What lines in the material hold the string "display"? Copy out each of them.

• • •

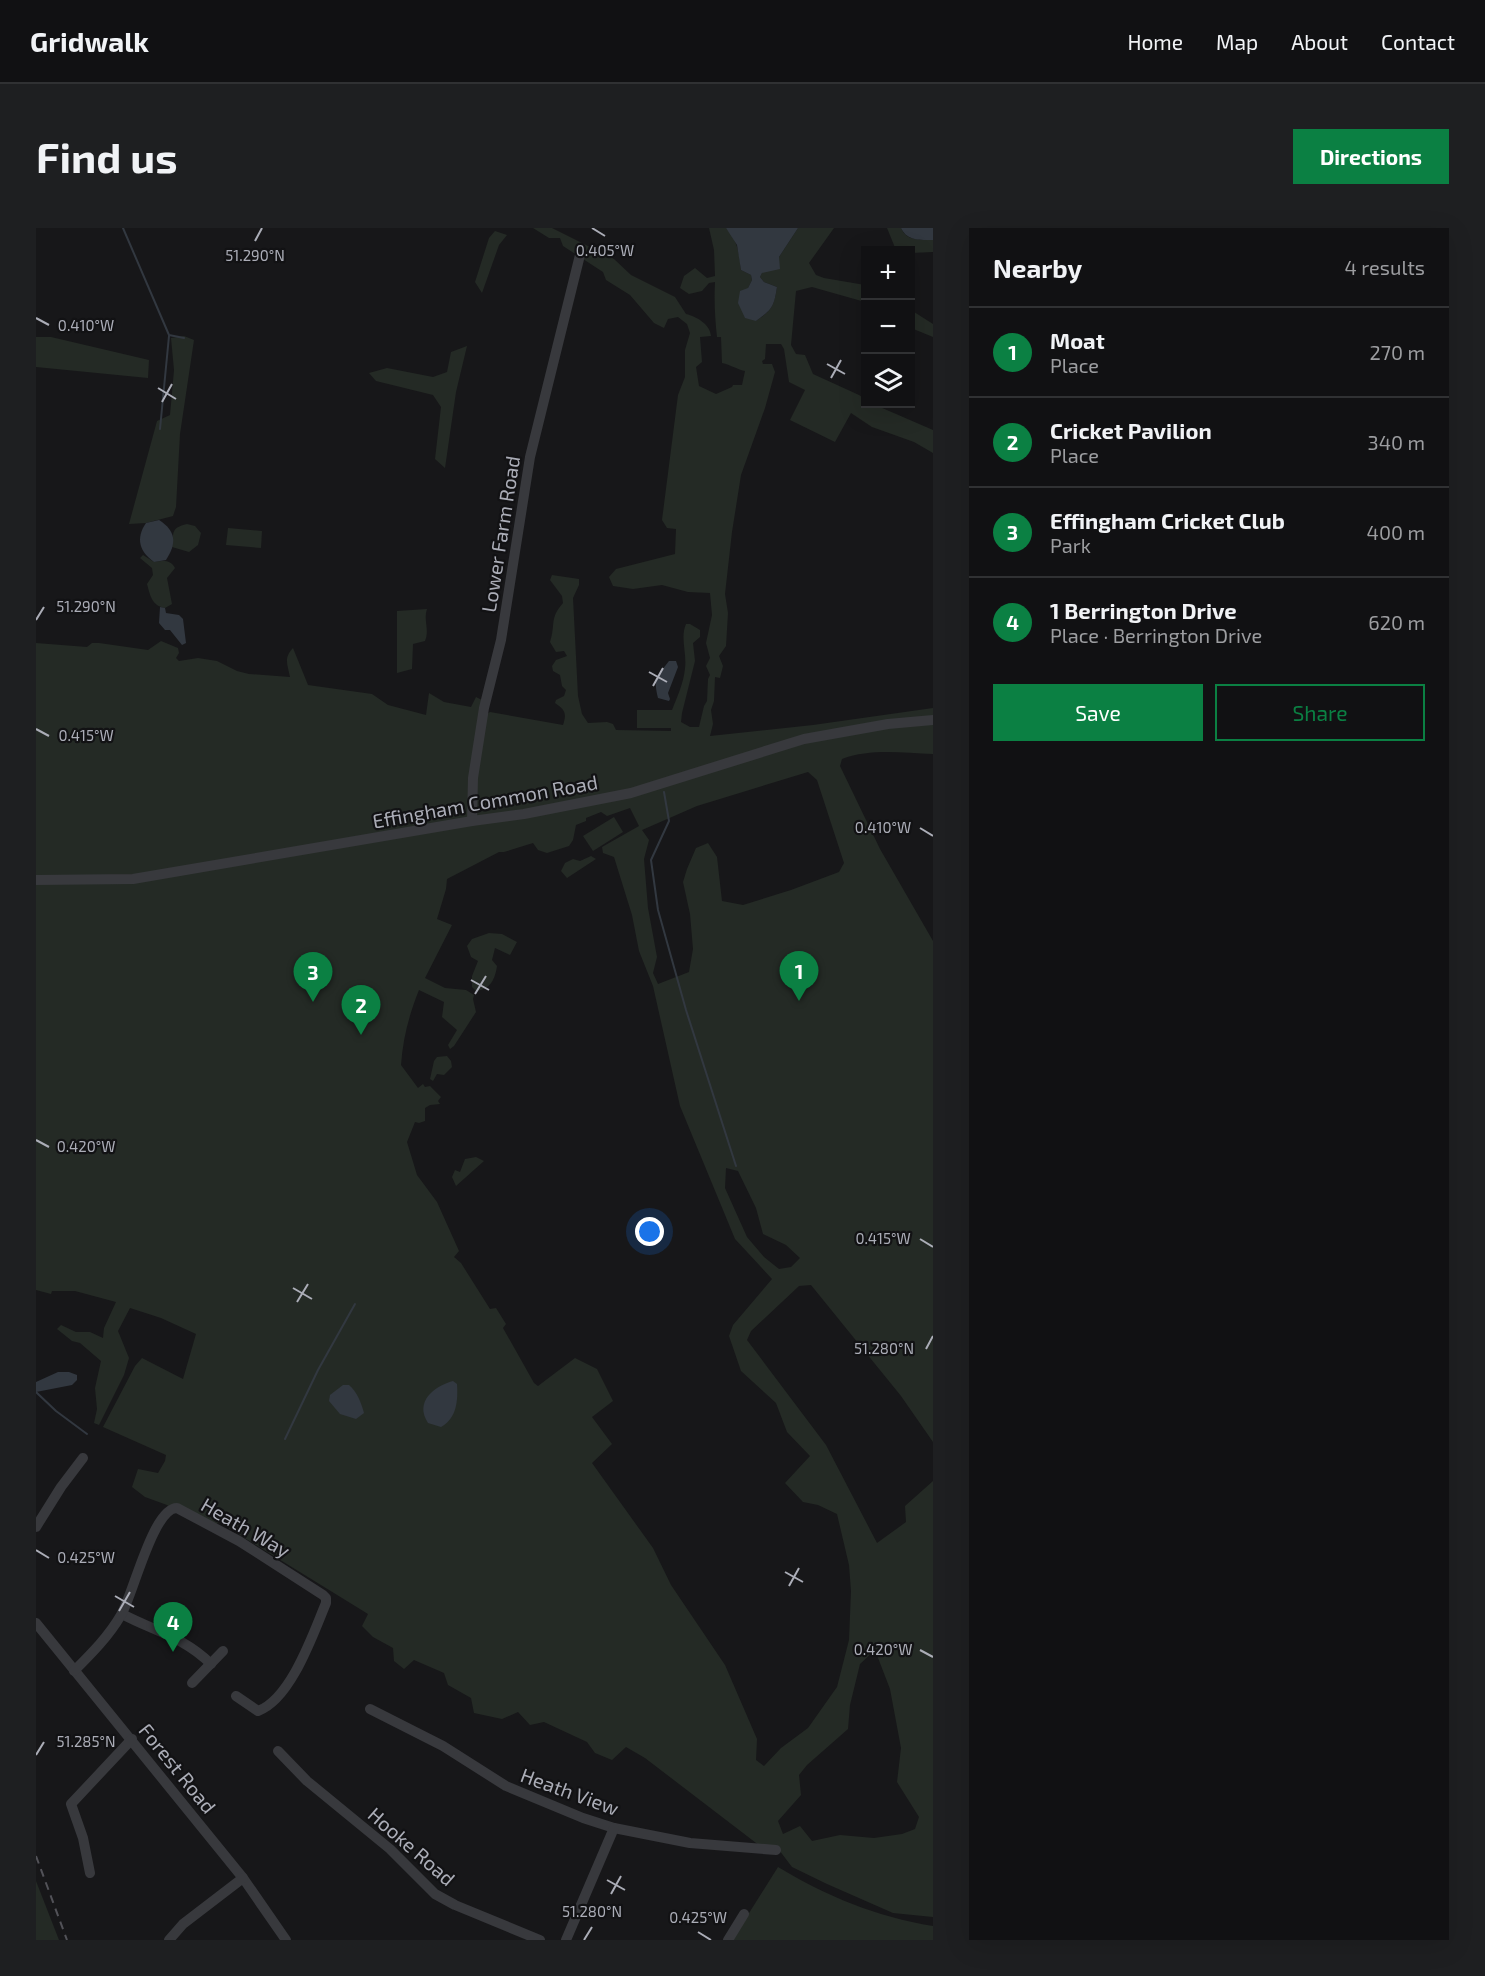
<!DOCTYPE html>
<meta charset="utf-8">
<style>
:root{--surface:#111113;--page:#1e1f21;--text:#f1f3f6;--muted:#9c9da0;--line:#303133;--accent:#0b8043}
body{margin:0;font-family:"Exo 2",sans-serif;background:var(--page);color:var(--text)}
.controls{position:absolute;right:18px;top:18px;display:grid;overflow:hidden;border-radius:0px;box-shadow:0 6px 24px #0002}
.controls button{width:54px;height:54px;display:grid;place-items:center;padding:0;border:0;border-bottom:2px solid var(--line);background:var(--surface);color:var(--text);font:30px sans-serif}
.you{position:absolute;left:614px;top:1004px;width:21px;height:21px;margin:-15px;border:4px solid #fff;border-radius:50%;background:#1a73e8;box-shadow:0 0 0 9px #1a73e833}
.badge{display:grid;place-items:center;width:39px;height:39px;border-radius:50%;background:var(--accent);color:#fff;font-size:20px;font-weight:700}
.pin{position:absolute;translate:-50% -50px;filter:drop-shadow(0 2px 3px #0008)}
.pin::after{content:'';position:absolute;top:32px;width:21px;height:18px;background:inherit;clip-path:polygon(0 0,100% 0,50% 100%)}
.list{margin:0;padding:0;list-style:none}
h2{display:flex;justify-content:space-between;align-items:center;height:78px;margin:0;padding:0 24px;font-size:26px}
h2 small{font-size:20px;font-weight:400;color:var(--muted)}
.list li{display:grid;grid-template-columns:39px 1fr auto;gap:18px;align-items:center;box-sizing:border-box;height:90px;padding:0 24px;border-top:2px solid var(--line)}
.list b{display:block;font-size:22px;white-space:nowrap}
.list p{margin:0;font-size:20px;white-space:nowrap;color:var(--muted)}
.list em{font-size:20px;font-style:normal;color:var(--muted)}
.actions{display:flex;gap:12px;padding:18px 24px}
.actions a{flex:1;padding:14px 0;border:2px solid var(--accent);border-radius:0px;text-align:center;font-size:21px;color:var(--accent)}
.actions .main{background:var(--accent);color:#fff}
.icon{flex:none;width:33px;height:33px;fill:none;stroke:currentColor;stroke-width:2;stroke-linecap:round;stroke-linejoin:round}
.map{position:relative;flex:none;width:897px;height:1712px;overflow:hidden;border-radius:0px}
header{display:flex;align-items:center;gap:36px;box-sizing:border-box;height:84px;padding:0 30px;background:var(--surface);border-bottom:2px solid var(--line)}
header strong{font-size:28px}
nav{display:flex;gap:33px;margin-inline-start:auto;font-size:21px}
.intro{display:flex;align-items:center;justify-content:space-between;box-sizing:border-box;height:144px;padding:0 36px}
h1{margin:0;font-size:42px}
.button{padding:15px 27px;border-radius:0px;background:var(--accent);color:#fff;font-size:21px;font-weight:700}
main{display:flex;gap:36px;padding:0 36px}
aside{flex:1;background:var(--surface);border-radius:0px;box-shadow:0 6px 24px #0002}
.map>svg:first-child{display:block}
</style>
<header>
<strong>Gridwalk</strong>
<nav><a>Home</a><a>Map</a><a>About</a><a>Contact</a></nav>
</header>
<div class="intro"><h1>Find us</h1><a class="button">Directions</a></div>
<main>
<div class="map">
<svg width="897" height="1712" viewBox="0 0 897 1712">
<rect width="100%" height="100%" fill="#171719"/>
<!-- green -->
<g fill="#242a25" fill-rule="evenodd">
<path d="M 497,0 L 516,0 L 578,31 L 595,47 L 639,69 L 650,86 C 661,89 674,96 675,108 L 664,109 L 666,134 L 660,139 L 663,158 L 680,166 L 696,159 L 697,157 L 706,157 L 709,143 C 700,141 695,137 686,135 L 685,109 L 681,109 C 679,91 678,73 679,54 L 673,55 L 666,63 L 653,66 L 644,60 L 648,48 L 659,40 L 671,50 L 679,48 L 678,22 L 673,0 L 690,0 C 702,13 703,25 705,42 L 715,47 L 716,52 L 712,60 L 720,93 C 736,82 738,78 741,59 L 728,54 L 724,49 L 726,45 L 743,29 L 762,0 L 798,0 L 773,35 L 780,47 L 788,50 L 829,57 L 829,74 L 776,59 L 760,63 L 755,117 L 760,126 L 769,127 L 777,146 L 823,167 L 829,171 L 830,176 L 837,176 L 897,202 L 897,225 L 878,214 L 836,199 L 815,185 L 799,214 L 754,192 L 769,162 L 753,154 L 748,121 L 745,116 L 730,116 L 729,131 L 726,133 L 727,136 L 736,136 L 739,144 L 729,180 L 705,247 L 696,304 L 689,366 L 692,385 L 690,418 L 683,428 L 687,438 L 684,450 L 679,449 L 678,473 L 675,482 L 677,496 L 674,508 L 777,497 L 897,480 L 897,526 C 867,525 835,520 806,531 L 804,538 L 844,621 L 897,713 L 897,1214 L 865,1168 L 775,1057 L 763,1058 L 715,1103 L 711,1112 L 790,1217 L 841,1315 L 870,1294 L 869,1278 L 897,1253 L 897,1689 L 857,1685 L 791,1656 L 756,1639 L 740,1618 L 724,1618 L 609,1530 L 590,1519 L 576,1532 L 559,1525 L 551,1514 L 508,1494 L 494,1497 L 482,1484 L 466,1491 L 438,1485 L 435,1470 L 412,1457 L 408,1445 L 378,1432 L 368,1441 L 358,1433 L 357,1420 L 337,1409 L 326,1398 L 332,1386 L 189,1298 L 183,1294 L 173,1302 L 141,1285 L 131,1277 L 109,1269 L 96,1259 L 102,1241 L 122,1245 L 129,1233 L 130,1227 L 67,1199 L 99,1138 L 106,1130 L 147,1151 L 160,1106 L 125,1090 L 94,1080 L 82,1103 L 93,1130 L 88,1147 L 63,1197 L 58,1195 L 61,1181 L 59,1160 L 65,1133 L 44,1115 L 36,1113 L 21,1101 L 25,1097 L 40,1104 L 54,1104 L 67,1110 L 68,1100 L 80,1074 L 39,1063 L 16,1063 L 15,1066 L 0,1062 L 0,415 L 51,419 L 56,415 L 63,415 L 112,422 L 125,413 L 142,420 L 143,425 L 140,430 L 143,433 L 162,430 L 181,433 L 201,443 L 213,446 L 254,449 C 252,438 247,430 257,420 L 272,457 L 336,466 L 352,477 L 390,487 L 393,465 L 408,474 L 435,479 L 440,469 L 446,472 L 451,486 L 454,484 L 527,497 C 531,485 529,482 519,475 L 520,472 L 528,468 L 530,462 L 526,458 L 524,447 L 517,443 L 516,438 L 520,432 L 531,428 L 528,423 L 520,424 L 514,414 C 520,396 513,391 527,375 L 526,368 L 514,352 L 516,347 L 543,351 L 543,357 L 537,370 L 542,468 L 546,486 L 552,495 L 571,494 L 577,496 L 580,502 L 635,503 L 635,500 L 601,500 L 601,482 L 636,482 C 641,469 648,454 649,440 C 651,426 644,409 650,396 L 654,396 L 664,402 L 664,409 L 657,415 L 659,433 L 646,485 L 645,494 L 654,499 L 663,499 L 668,478 L 671,473 L 672,451 L 674,447 L 670,438 L 674,430 L 670,415 L 676,387 L 674,365 L 652,364 L 626,357 L 597,361 L 577,358 L 573,349 L 580,341 L 639,326 L 640,301 L 631,300 L 626,292 L 642,167 L 649,149 L 649,122 L 654,105 L 651,96 L 642,89 L 632,91 L 628,100 L 618,95 L 594,67 L 570,52 L 567,44 L 527,18 L 524,10 L 513,10 ZM 772,544 L 781,552 L 808,635 L 803,644 L 755,662 L 707,677 L 686,673 L 681,629 L 672,615 L 660,620 L 651,641 L 647,654 L 654,686 L 657,721 L 653,744 L 622,756 L 617,745 L 621,729 L 612,680 L 608,631 L 613,612 L 606,602 L 661,578 ZM 594,580 L 603,598 L 566,619 L 567,625 L 578,629 L 596,687 L 603,723 L 617,758 L 644,878 L 699,1011 L 736,1051 L 697,1097 L 693,1108 L 705,1143 L 740,1175 L 751,1204 L 774,1228 L 749,1255 L 767,1274 L 782,1277 L 801,1286 L 813,1337 L 815,1363 L 813,1412 L 801,1459 L 772,1500 L 745,1520 L 728,1538 L 720,1532 L 721,1511 L 689,1437 L 635,1357 L 617,1320 L 556,1235 L 576,1216 L 556,1189 L 577,1173 L 561,1141 L 539,1130 L 502,1158 L 498,1155 L 467,1100 L 470,1096 L 460,1080 L 454,1081 L 425,1035 L 418,1029 L 423,1023 L 401,974 L 381,947 L 371,914 L 379,894 L 383,895 L 389,893 L 389,880 L 394,877 L 404,876 L 402,873 L 405,869 L 394,858 L 389,859 L 387,856 L 382,860 L 365,837 C 367,810 373,787 383,762 L 408,774 L 406,789 L 421,802 L 412,817 L 414,821 L 418,818 L 440,784 L 437,771 L 438,767 L 430,762 L 409,760 L 389,750 L 416,697 L 401,691 L 410,661 L 411,651 L 463,624 L 468,624 L 497,615 L 502,622 L 511,625 L 533,618 L 537,612 L 540,597 L 550,593 L 550,590 L 565,584 L 571,588 ZM 690,940 L 702,943 L 720,980 L 727,1006 L 750,1017 L 764,1030 L 755,1039 L 743,1041 L 728,1029 L 711,1009 L 689,960 ZM 839,1422 L 854,1461 L 865,1520 L 861,1554 L 883,1589 L 879,1601 L 866,1606 L 838,1610 L 804,1607 L 776,1613 L 764,1598 L 747,1606 L 742,1593 L 765,1567 L 763,1547 L 771,1537 L 812,1501 L 814,1477 L 824,1436 Z"/>
<path d="M 851,0 L 865,0 C 871,14 884,11 897,12 L 897,24 L 875,25 L 874,22 L 860,22 Z"/>
<path d="M 459,3 L 471,7 L 463,17 L 446,65 L 439,54 L 453,10 Z"/>
<path d="M 875,82 L 897,96 L 897,109 L 875,100 Z"/>
<path d="M 148,108 L 158,112 L 144,206 L 140,279 L 137,288 L 110,295 L 93,296 L 121,193 L 134,187 L 138,142 L 135,110 Z"/>
<path d="M 0,109 L 15,109 L 113,132 L 112,150 L 0,139 Z"/>
<path d="M 431,118 L 420,164 L 409,240 L 399,231 L 405,179 L 397,167 L 340,153 L 333,145 L 351,140 L 397,149 L 411,144 L 415,124 Z"/>
<path d="M 151,296 L 159,298 L 165,305 L 162,317 L 153,324 L 136,319 C 138,305 134,300 151,296 Z"/>
<path d="M 192,300 L 226,303 L 225,320 L 190,317 Z"/>
<path d="M 107,327 L 118,334 C 127,333 134,331 139,340 L 131,350 L 136,376 L 129,380 C 116,378 114,367 111,356 L 117,347 L 116,340 L 104,330 Z"/>
<path d="M 391,381 C 387,392 394,402 389,413 L 377,416 L 376,441 L 361,445 L 361,383 Z"/>
<path d="M 578,589 L 587,604 L 557,623 L 547,608 Z"/>
<path d="M 555,628 L 560,631 L 531,650 L 525,643 L 529,635 L 537,631 L 544,633 Z"/>
<path d="M 453,705 L 466,706 L 481,714 L 474,727 L 459,720 L 456,732 L 461,738 C 459,751 455,761 440,763 L 436,759 L 436,748 L 442,733 L 435,729 L 431,718 L 436,711 Z"/>
<path d="M 411,828 L 415,833 L 416,839 L 408,847 L 401,846 L 397,853 L 394,851 L 398,833 L 401,829 Z"/>
<path d="M 440,929 L 448,933 L 420,958 L 416,949 L 419,942 L 424,944 L 429,931 Z"/>
<path d="M 742,1639 C 790,1668 841,1689 897,1698 L 897,1712 L 696,1712 Z"/>
<path d="M 0,1653 L 23,1712 L 0,1712 Z"/>
</g>
<!-- water -->
<g fill="#323840">
<path d="M 690,0 L 762,0 L 743,29 L 744,41 L 726,45 L 724,49 L 728,54 L 741,59 C 738,78 737,81 720,93 L 709,90 L 702,75 L 704,63 L 712,60 L 716,52 L 715,47 L 705,42 L 701,17 Z"/>
<path d="M 865,0 L 897,0 L 897,12 C 884,12 871,13 865,0 Z"/>
<path d="M 123,292 C 140,303 141,315 130,332 L 118,334 C 104,324 99,311 110,295 Z"/>
<path d="M 124,379 L 129,380 L 130,385 L 143,387 L 147,391 L 150,415 L 146,417 L 134,402 L 129,402 L 123,395 Z"/>
<path d="M 633,433 L 640,433 L 642,439 L 632,465 L 634,471 L 633,473 L 622,470 C 617,449 621,449 633,433 Z"/>
<path d="M 22,1144 L 33,1144 L 41,1147 L 41,1152 L 36,1157 L 0,1164 L 0,1154 Z"/>
<path d="M 417,1153 L 421,1156 C 422,1172 421,1190 405,1199 L 392,1195 C 378,1174 398,1158 417,1153 Z"/>
<path d="M 307,1157 L 313,1157 C 321,1164 325,1174 328,1185 L 320,1191 L 304,1186 L 293,1173 L 294,1167 Z"/>
</g>
<g fill="none" stroke-linecap="round" stroke-linejoin="round">
<!-- stream -->
<g stroke="#323840" stroke-width="2">
<path d="M 87,0 L 133,107 L 148,110"/>
<path d="M 124,201 L 133,108"/>
<path d="M 628,564 L 633,593 L 615,632 L 622,682 L 650,782 L 700,938"/>
<path d="M 0,1164 L 20,1183 L 51,1206"/>
<path d="M 249,1211 L 282,1142 L 319,1076"/>
</g>
<!-- minor -->
<g stroke="#38393d" stroke-width="10">
<path d="M 436,593 L 437,550 L 448,480 L 465,412 L 494,229 L 544,27"/>
<path d="M 0,652 L 97,651 L 436,593 L 488,586 L 595,565 L 768,511 L 852,496 L 897,492"/>
<path d="M 0,1299 L 25,1259 L 47,1230"/>
<path d="M 86,1386 C 118,1403 148,1409 175,1436"/>
<path d="M 0,1395 L 207,1650 L 250,1712"/>
<path d="M 38,1443 C 55,1426 73,1408 85,1387 C 97,1367 117,1280 141,1280 L 203,1313 L 287,1367 L 290,1370 L 290,1375 C 277,1406 255,1471 222,1483 L 200,1468"/>
<path d="M 156,1455 L 187,1423"/>
<path d="M 334,1481 L 407,1518 L 470,1558 L 547,1590 L 578,1600 L 654,1615 L 740,1622"/>
<path d="M 242,1523 L 271,1553 L 354,1621 L 399,1666 L 419,1677 L 504,1712"/>
<path d="M 54,1645 L 47,1610 L 35,1576 L 96,1511"/>
<path d="M 133,1712 L 147,1696 L 207,1650"/>
<path d="M 530,1712 L 578,1600"/>
<path d="M 692,1712 L 708,1686"/>
</g>
<!-- rail -->
<path stroke="#525258" stroke-width="2" stroke-dasharray="8 6" stroke-linecap="butt" d="M 0,1628 L 31,1712"/>
</g>
<!-- ticks -->
<path fill="none" stroke="#abadb7" stroke-width="2" d="M 556,0 L 569,8M 219,13 L 226,0M 0,90 L 13,97M 791,136 L 809,146M 795,150 L 805,132M 122,160 L 140,171M 126,174 L 136,156M 0,392 L 8,379M 613,444 L 631,454M 617,458 L 627,440M 0,501 L 13,508M 884,600 L 897,608M 435,752 L 453,762M 439,766 L 450,748M 0,912 L 13,919M 884,1011 L 897,1019M 257,1060 L 276,1071M 261,1074 L 272,1056M 890,1121 L 897,1108M 0,1322 L 13,1330M 749,1344 L 767,1354M 753,1358 L 763,1340M 79,1368 L 98,1379M 83,1383 L 94,1364M 884,1422 L 897,1429M 0,1527 L 8,1514M 571,1652 L 589,1662M 575,1666 L 585,1648M 662,1704 L 675,1712M 548,1712 L 556,1699"/>
<g text-anchor="middle" dominant-baseline="central" stroke-width="4.5" stroke-linejoin="round" paint-order="stroke">
<!-- street labels -->
<g font-size="20" fill="#abadb7" stroke="#121214">
<text transform="translate(464 306) rotate(-81)">Lower Farm Road</text>
<text transform="translate(449 573) rotate(-10)">Effingham Common Road</text>
<text transform="translate(210 1299) rotate(30)">Heath Way</text>
<text transform="translate(142 1540) rotate(51)">Forest Road</text>
<text transform="translate(534 1563) rotate(20)">Heath View</text>
<text transform="translate(376 1618) rotate(41)">Hooke Road</text>
</g>
</g>
<g font-size="15" text-anchor="middle" fill="#abadb7" stroke="#121214" stroke-width="4.5" stroke-linejoin="round" paint-order="stroke">
<text x="569" y="28">0.405°W</text>
<text x="219" y="33">51.290°N</text>
<text x="50" y="103">0.410°W</text>
<text x="50" y="384">51.290°N</text>
<text x="50" y="513">0.415°W</text>
<text x="847" y="605">0.410°W</text>
<text x="50" y="924">0.420°W</text>
<text x="847" y="1016">0.415°W</text>
<text x="848" y="1126">51.280°N</text>
<text x="50" y="1335">0.425°W</text>
<text x="847" y="1427">0.420°W</text>
<text x="50" y="1519">51.285°N</text>
<text x="556" y="1689">51.280°N</text>
<text x="662" y="1695">0.425°W</text>
</g>
</svg>
<div class="controls">
<button>+</button>
<button>−</button>
<button><svg class="icon" aria-label="layers" viewBox="0 0 24 24"><path d="M12 4l9 5-9 5-9-5zM3 14l9 5 9-5"/></svg></button>
</div>
<div class="you"></div>
<div class="pin badge" style="left:763px;top:773px">1</div>
<div class="pin badge" style="left:325px;top:807px">2</div>
<div class="pin badge" style="left:277px;top:774px">3</div>
<div class="pin badge" style="left:137px;top:1424px">4</div>
</div>
<aside>
<h2>Nearby<small>4 results</small></h2>
<ul class="list">
<li><span class="badge">1</span><div><b>Moat</b><p>Place</p></div><em>270 m</em></li>
<li><span class="badge">2</span><div><b>Cricket Pavilion</b><p>Place</p></div><em>340 m</em></li>
<li><span class="badge">3</span><div><b>Effingham Cricket Club</b><p>Park</p></div><em>400 m</em></li>
<li><span class="badge">4</span><div><b>1 Berrington Drive</b><p>Place · Berrington Drive</p></div><em>620 m</em></li>
</ul>
<div class="actions"><a class="main">Save</a><a>Share</a></div>
</aside>
</main>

• • •

* **Answer space**:
.controls{position:absolute;right:18px;top:18px;display:grid;overflow:hidden;border-radius:0px;box-shadow:0 6px 24px #0002}
.controls button{width:54px;height:54px;display:grid;place-items:center;padding:0;border:0;border-bottom:2px solid var(--line);background:var(--surface);color:var(--text);font:30px sans-serif}
.badge{display:grid;place-items:center;width:39px;height:39px;border-radius:50%;background:var(--accent);color:#fff;font-size:20px;font-weight:700}
h2{display:flex;justify-content:space-between;align-items:center;height:78px;margin:0;padding:0 24px;font-size:26px}
.list li{display:grid;grid-template-columns:39px 1fr auto;gap:18px;align-items:center;box-sizing:border-box;height:90px;padding:0 24px;border-top:2px solid var(--line)}
.list b{display:block;font-size:22px;white-space:nowrap}
.actions{display:flex;gap:12px;padding:18px 24px}
header{display:flex;align-items:center;gap:36px;box-sizing:border-box;height:84px;padding:0 30px;background:var(--surface);border-bottom:2px solid var(--line)}
nav{display:flex;gap:33px;margin-inline-start:auto;font-size:21px}
.intro{display:flex;align-items:center;justify-content:space-between;box-sizing:border-box;height:144px;padding:0 36px}
main{display:flex;gap:36px;padding:0 36px}
.map>svg:first-child{display:block}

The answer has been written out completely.